= Beginning of Section =

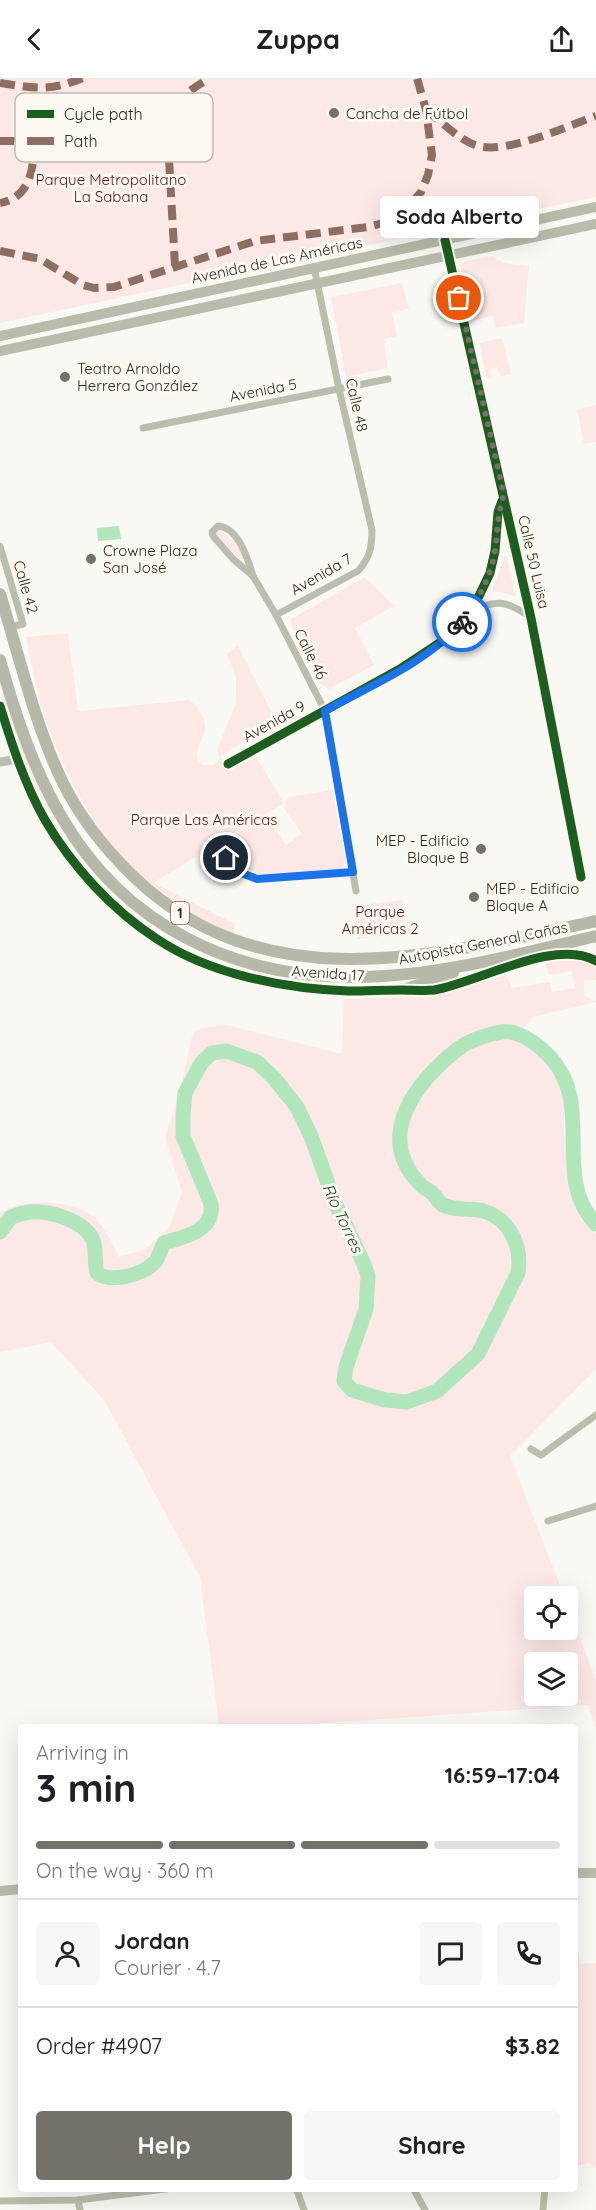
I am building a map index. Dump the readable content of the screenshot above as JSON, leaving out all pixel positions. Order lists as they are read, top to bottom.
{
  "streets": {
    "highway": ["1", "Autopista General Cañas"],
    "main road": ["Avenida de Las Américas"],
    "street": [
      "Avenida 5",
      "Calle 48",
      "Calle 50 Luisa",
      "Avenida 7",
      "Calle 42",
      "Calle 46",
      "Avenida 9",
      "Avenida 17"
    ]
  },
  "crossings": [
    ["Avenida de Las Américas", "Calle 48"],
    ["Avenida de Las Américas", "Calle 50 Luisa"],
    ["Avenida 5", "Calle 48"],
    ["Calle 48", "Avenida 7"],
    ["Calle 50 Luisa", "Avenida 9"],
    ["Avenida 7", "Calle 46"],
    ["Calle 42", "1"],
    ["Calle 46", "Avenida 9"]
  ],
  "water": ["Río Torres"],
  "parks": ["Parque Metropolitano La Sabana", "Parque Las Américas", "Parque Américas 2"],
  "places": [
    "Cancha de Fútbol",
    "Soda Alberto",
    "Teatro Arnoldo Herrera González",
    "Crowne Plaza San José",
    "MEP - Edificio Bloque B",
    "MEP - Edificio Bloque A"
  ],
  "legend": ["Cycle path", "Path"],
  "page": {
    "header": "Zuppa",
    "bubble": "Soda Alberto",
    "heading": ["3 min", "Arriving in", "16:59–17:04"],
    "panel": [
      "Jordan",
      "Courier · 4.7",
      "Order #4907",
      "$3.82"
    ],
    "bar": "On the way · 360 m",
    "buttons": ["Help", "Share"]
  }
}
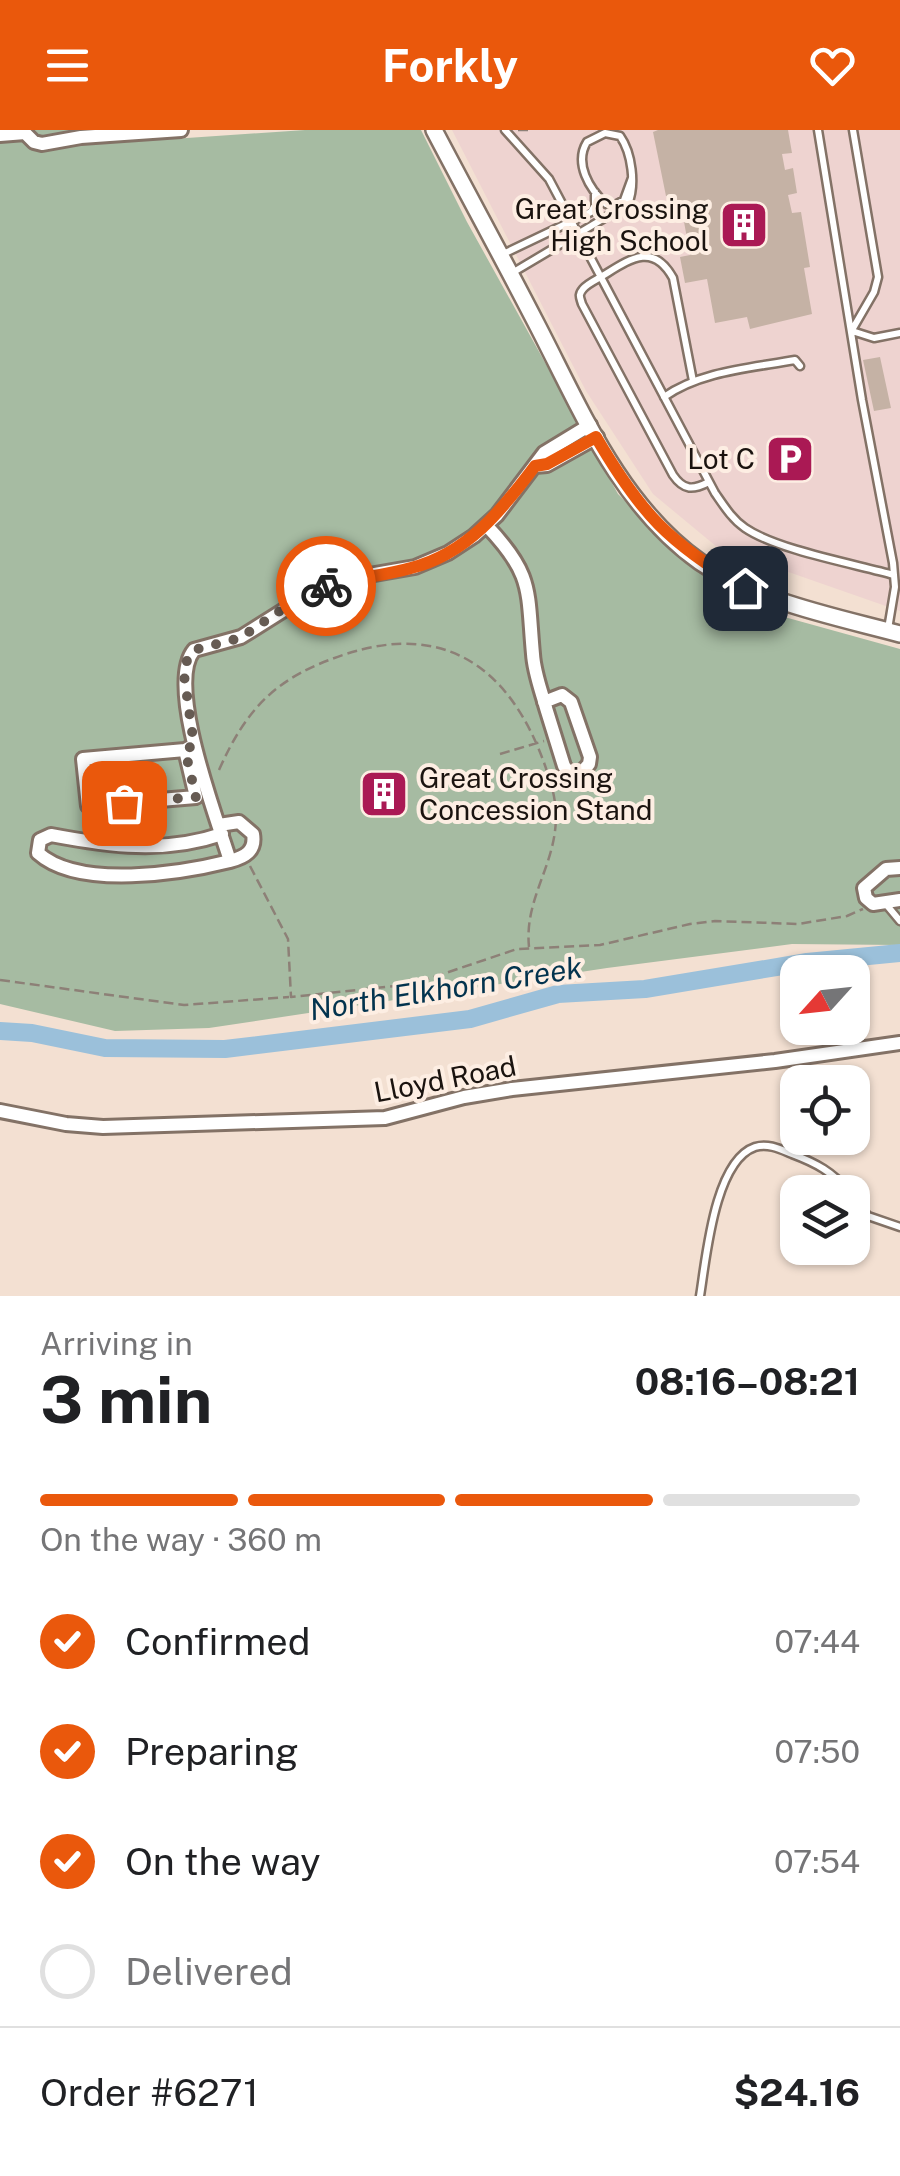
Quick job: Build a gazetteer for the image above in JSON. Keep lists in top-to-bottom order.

= End of Section =
= Beginning of Section =

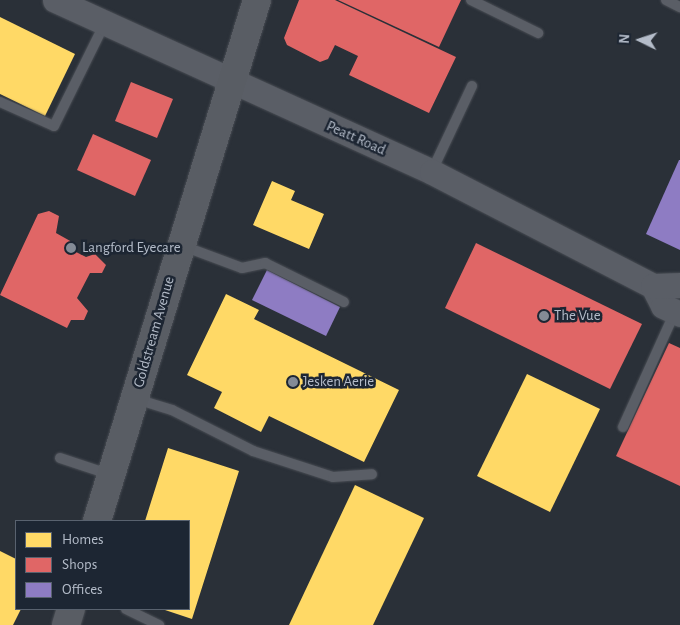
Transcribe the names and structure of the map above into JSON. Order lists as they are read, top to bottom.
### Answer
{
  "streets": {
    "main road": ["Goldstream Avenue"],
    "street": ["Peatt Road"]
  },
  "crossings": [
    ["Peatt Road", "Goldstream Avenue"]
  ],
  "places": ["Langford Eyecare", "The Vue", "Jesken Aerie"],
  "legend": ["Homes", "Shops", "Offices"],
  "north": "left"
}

= End of Section =

§ **WHAT THE TASK ASKS**
To complete this exercise, transcribe exactly the lines above from the one that holds "I am building" through the one that holds "Quick job: Build". Pictures stay out.

§ **SOLUTION FOR THIS TASK**
I am building a map index. Dump the readable content of the screenshot above as JSON, leaving out all pixel positions. Order lists as they are read, top to bottom.
{
  "streets": {
    "highway": ["1", "Autopista General Cañas"],
    "main road": ["Avenida de Las Américas"],
    "street": [
      "Avenida 5",
      "Calle 48",
      "Calle 50 Luisa",
      "Avenida 7",
      "Calle 42",
      "Calle 46",
      "Avenida 9",
      "Avenida 17"
    ]
  },
  "crossings": [
    ["Avenida de Las Américas", "Calle 48"],
    ["Avenida de Las Américas", "Calle 50 Luisa"],
    ["Avenida 5", "Calle 48"],
    ["Calle 48", "Avenida 7"],
    ["Calle 50 Luisa", "Avenida 9"],
    ["Avenida 7", "Calle 46"],
    ["Calle 42", "1"],
    ["Calle 46", "Avenida 9"]
  ],
  "water": ["Río Torres"],
  "parks": ["Parque Metropolitano La Sabana", "Parque Las Américas", "Parque Américas 2"],
  "places": [
    "Cancha de Fútbol",
    "Soda Alberto",
    "Teatro Arnoldo Herrera González",
    "Crowne Plaza San José",
    "MEP - Edificio Bloque B",
    "MEP - Edificio Bloque A"
  ],
  "legend": ["Cycle path", "Path"],
  "page": {
    "header": "Zuppa",
    "bubble": "Soda Alberto",
    "heading": ["3 min", "Arriving in", "16:59–17:04"],
    "panel": [
      "Jordan",
      "Courier · 4.7",
      "Order #4907",
      "$3.82"
    ],
    "bar": "On the way · 360 m",
    "buttons": ["Help", "Share"]
  }
}
Quick job: Build a gazetteer for the image above in JSON. Keep lists in top-to-bottom order.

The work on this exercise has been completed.